RAG Chunking: Semantic-Based Splitting

This is Part 17 of the AI Agents series. Parts 13–16 covered fixed-size, sentence-based, recursive character, and sliding window chunking. All four split text based on size. This post covers semantic chunking — splitting based on meaning.

1. The problem with size-based chunking

Every strategy we’ve covered so far makes the same fundamental tradeoff: it treats text as a sequence of characters or words, not as a sequence of ideas.

Consider these two sentences:

“Apple released iPhone 15.”
“I bought an apple at the vegetable market.”

A size-based chunker that has space for both will group them into the same chunk. They fit. But one is about a technology company and the other is about fruit.
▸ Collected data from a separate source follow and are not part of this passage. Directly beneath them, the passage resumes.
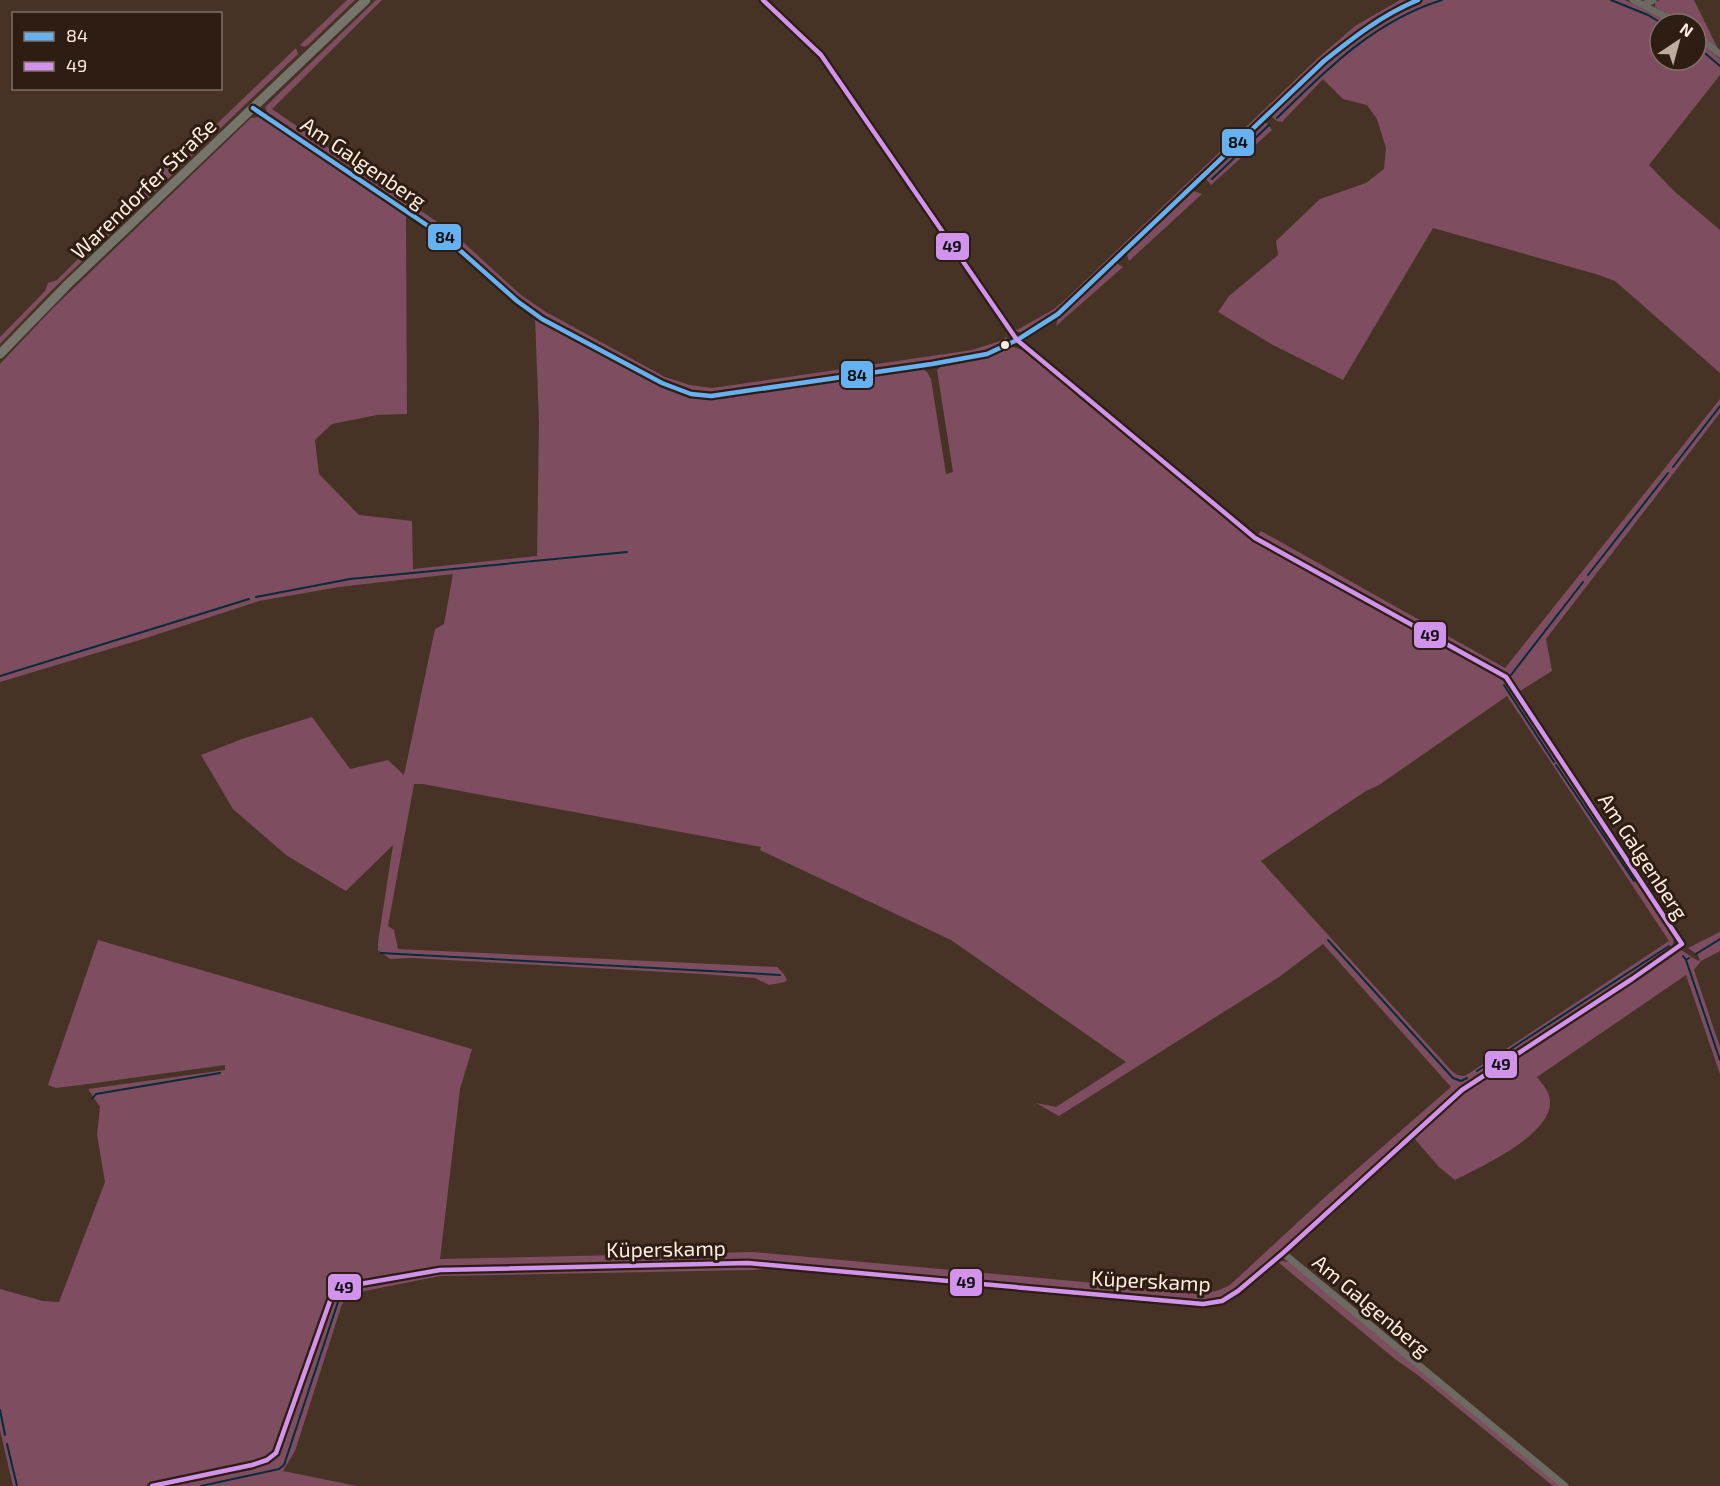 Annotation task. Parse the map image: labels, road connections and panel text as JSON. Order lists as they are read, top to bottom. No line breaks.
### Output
{"streets":{"main road":["Warendorfer Straße"],"street":["Am Galgenberg","Küperskamp"]},"crossings":[["Am Galgenberg","Warendorfer Straße"],["Am Galgenberg","Küperskamp"]],"lines":["transit line 84","transit line 49"],"legend":["84","49"],"north":"top right"} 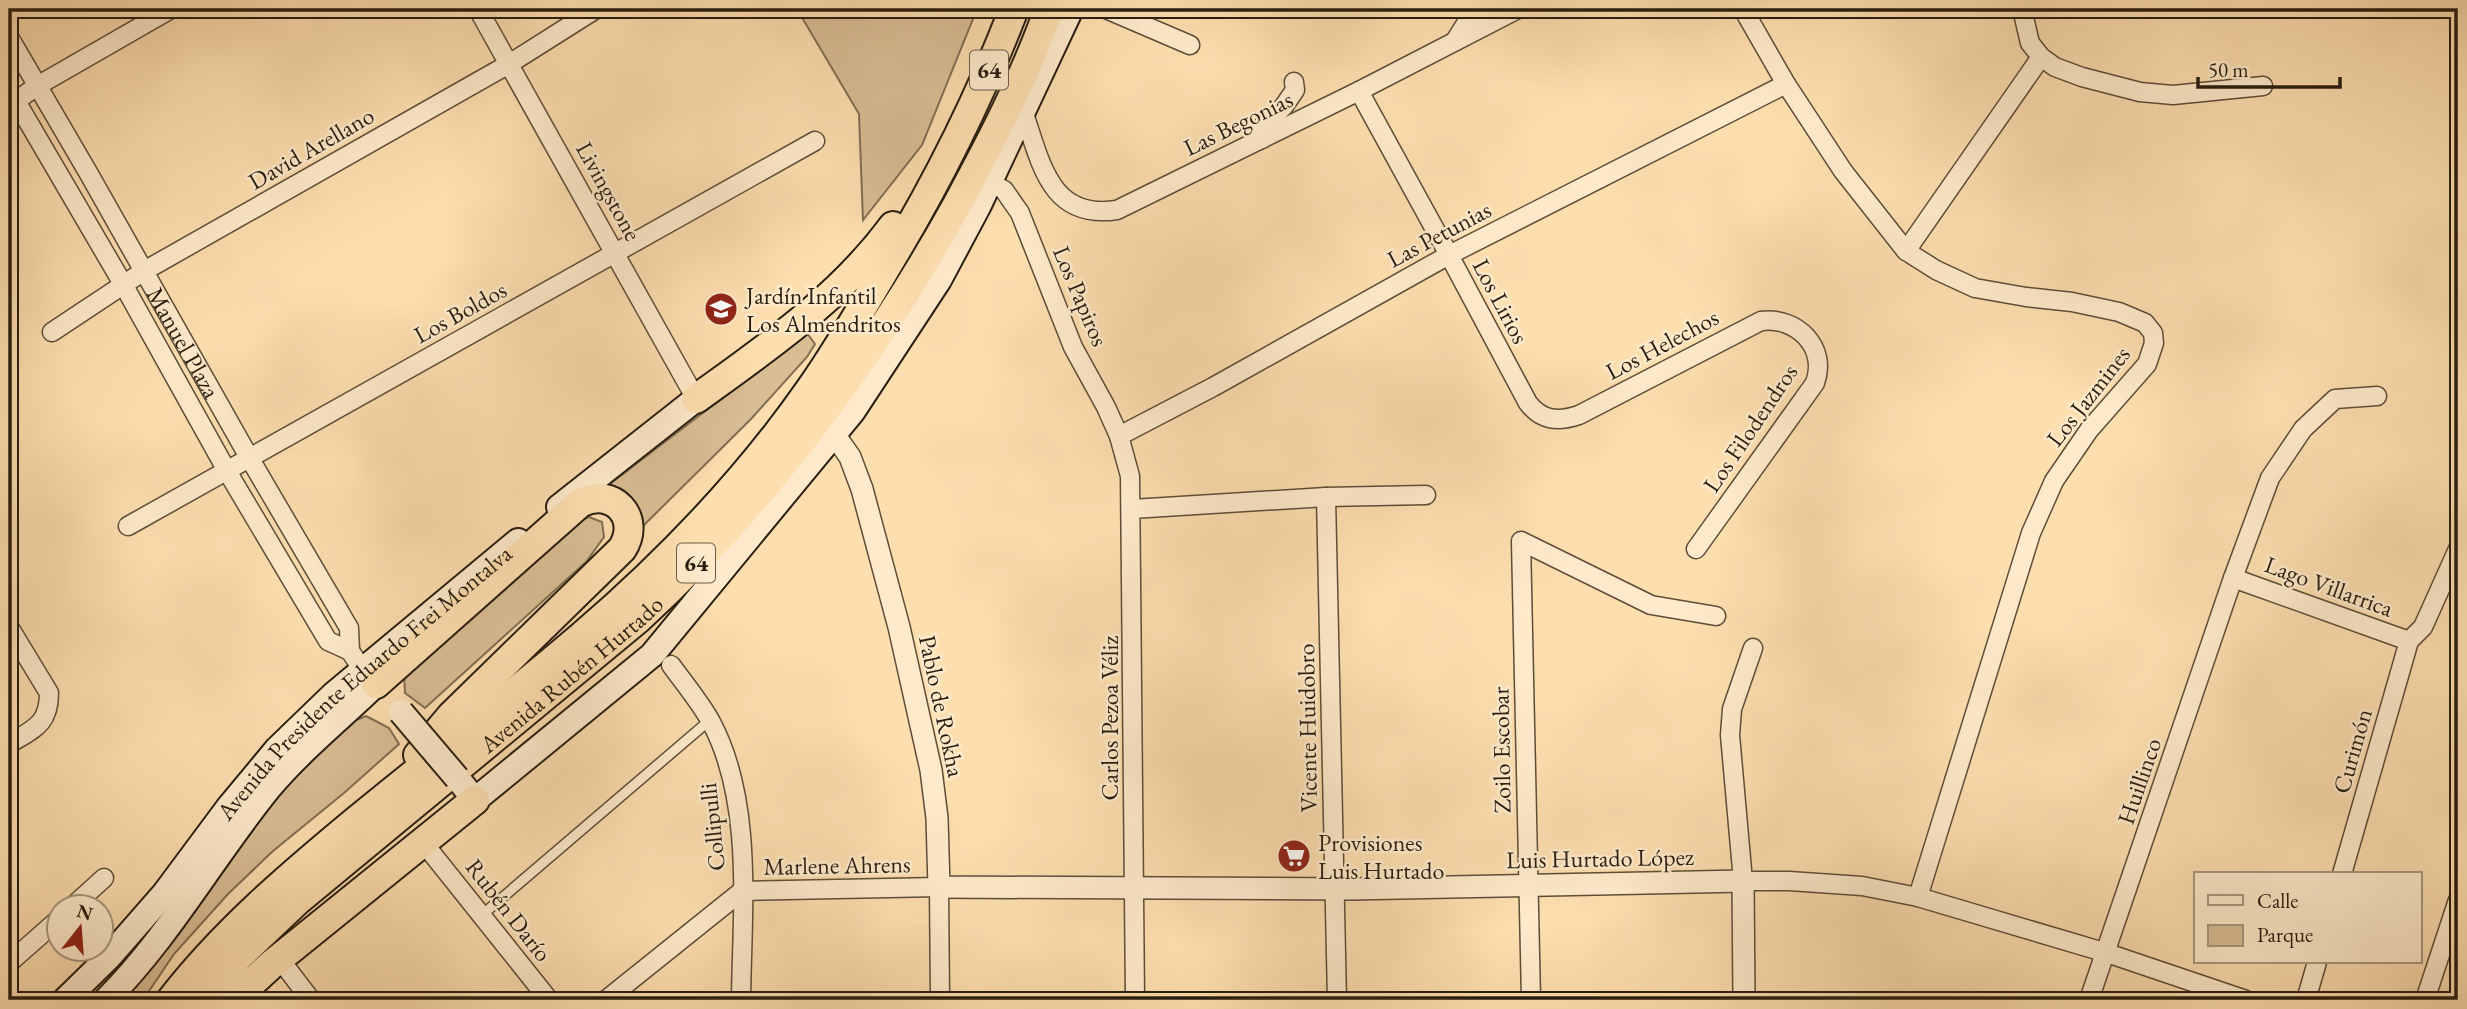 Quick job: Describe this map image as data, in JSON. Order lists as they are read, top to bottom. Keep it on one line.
{"streets":{"highway":["64","Avenida Rubén Hurtado"],"main road":["Manuel Plaza","Avenida Presidente Eduardo Frei Montalva"],"street":["Las Begonias","David Arellano","Livingstone","Las Petunias","Los Papiros","Los Lirios","Los Boldos","Los Helechos","Los Jazmines","Los Filodendros","Lago Villarrica","Pablo de Rokha","Carlos Pezoa Véliz","Vicente Huidobro","Zoilo Escobar","Curimón","Huillinco","Collipulli","Luis Hurtado López","Marlene Ahrens","Rubén Darío"]},"crossings":[["Las Begonias","Los Lirios"],["David Arellano","Livingstone"],["David Arellano","Manuel Plaza"],["Livingstone","Los Boldos"],["Livingstone","Avenida Presidente Eduardo Frei Montalva"],["Las Petunias","Los Papiros"],["Las Petunias","Los Lirios"],["Las Petunias","Los Jazmines"],["Las Petunias","Carlos Pezoa Véliz"],["Los Papiros","Carlos Pezoa Véliz"],["Los Lirios","Los Helechos"],["Los Boldos","Manuel Plaza"],["Manuel Plaza","Avenida Presidente Eduardo Frei Montalva"],["Los Helechos","Los Filodendros"],["Los Jazmines","Luis Hurtado López"],["Lago Villarrica","Curimón"],["Lago Villarrica","Huillinco"],["Pablo de Rokha","Luis Hurtado López"],["Pablo de Rokha","Marlene Ahrens"],["Carlos Pezoa Véliz","Luis Hurtado López"],["Vicente Huidobro","Luis Hurtado López"],["Zoilo Escobar","Luis Hurtado López"],["Huillinco","Luis Hurtado López"],["Collipulli","Marlene Ahrens"],["Luis Hurtado López","Marlene Ahrens"]],"places":{"school or university":["Jardín Infantil Los Almendritos"],"supermarket":["Provisiones Luis Hurtado"]},"legend":["Calle","Parque"],"scale_bar":"50 m","north":"top"} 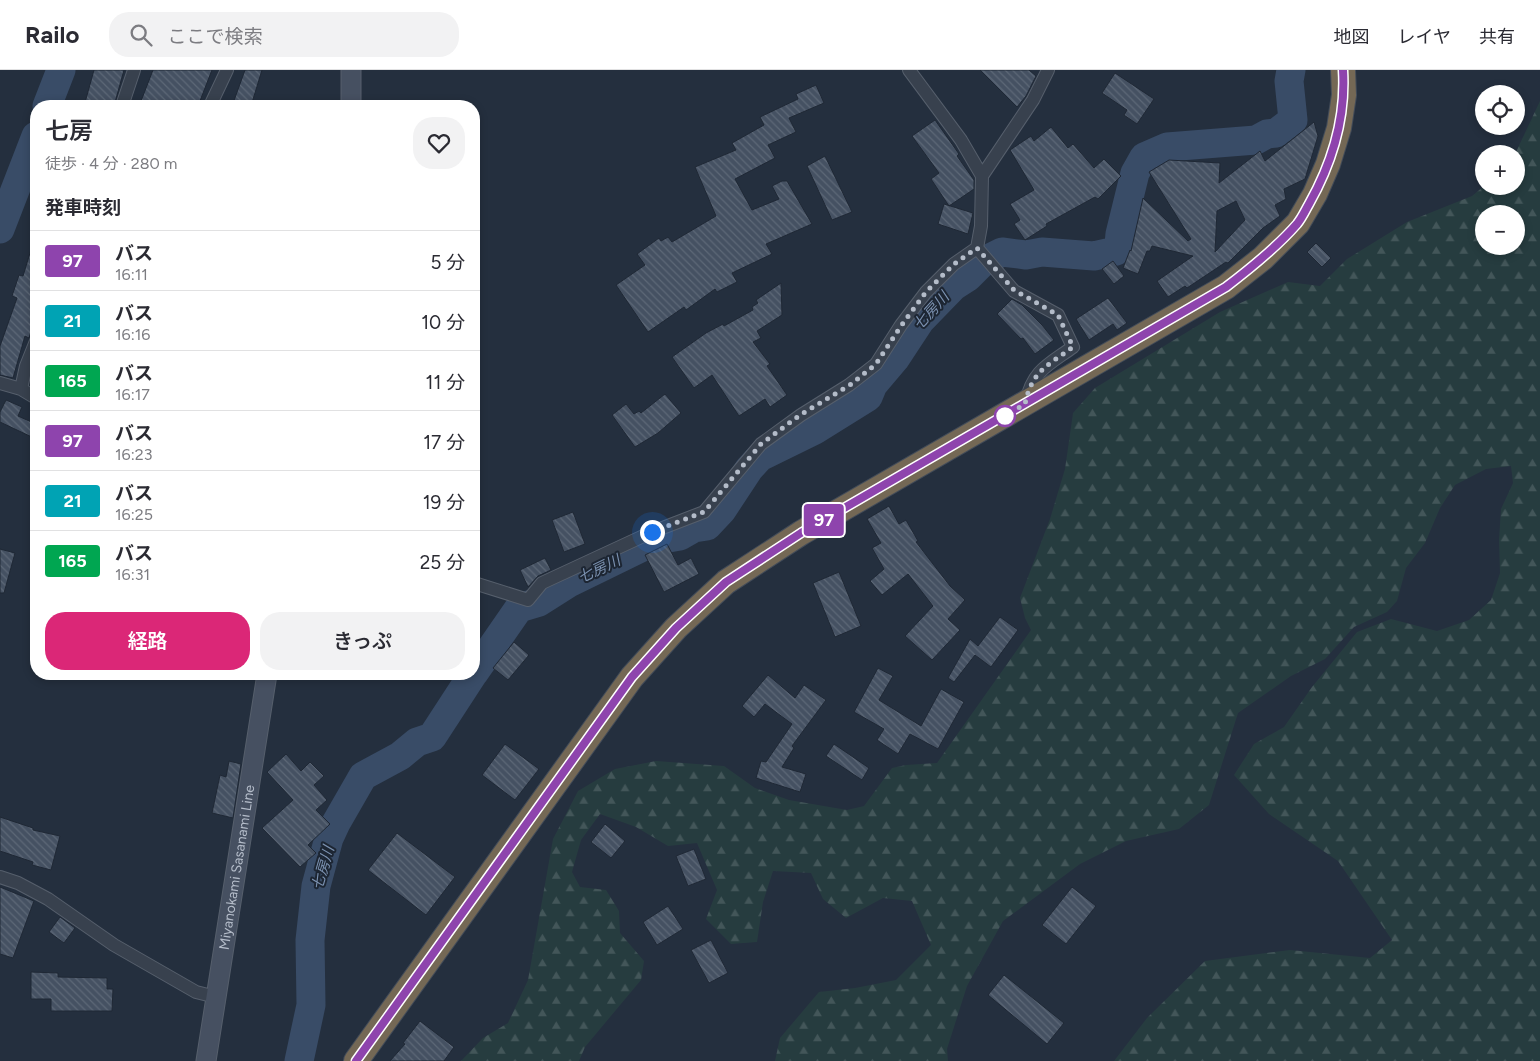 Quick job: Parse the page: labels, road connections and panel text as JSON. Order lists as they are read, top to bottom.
{
  "streets": {
    "main road": ["Miyanokami Sasanami Line"]
  },
  "water": ["七房川"],
  "lines": ["bus line 97"],
  "page": {
    "header": "Railo",
    "search": "ここで検索",
    "nav": ["地図", "レイヤ", "共有"],
    "on_map": "97",
    "map_buttons": ["+", "−"],
    "heading": [
      ["七房", "徒歩 · 4 分 · 280 m"],
      "発車時刻"
    ],
    "list": [
      {
        "mark": "97",
        "name": "バス",
        "note": "16:11",
        "value": "5 分"
      },
      {
        "mark": "21",
        "name": "バス",
        "note": "16:16",
        "value": "10 分"
      },
      {
        "mark": "165",
        "name": "バス",
        "note": "16:17",
        "value": "11 分"
      },
      {
        "mark": "97",
        "name": "バス",
        "note": "16:23",
        "value": "17 分"
      },
      {
        "mark": "21",
        "name": "バス",
        "note": "16:25",
        "value": "19 分"
      },
      {
        "mark": "165",
        "name": "バス",
        "note": "16:31",
        "value": "25 分"
      }
    ],
    "buttons": ["経路", "きっぷ"]
  }
}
Embedding them together produces a vector that represents neither concept accurately — you’ve mixed two unrelated topics into one unit.

Semantic chunking looks at what sentences mean before deciding whether they belong together.

2. How semantic chunking works

The algorithm has five steps:

Split the full text into individual sentences
Embed each sentence separately
Compare consecutive sentence embeddings using similarity scores
Evaluate whether the score exceeds a threshold
Merge similar sentences into one chunk, or start a new chunk when similarity drops

The key decision is step 3–4: when the similarity between sentence N and sentence N+1 drops below your threshold, that’s a topic boundary. Start a new chunk.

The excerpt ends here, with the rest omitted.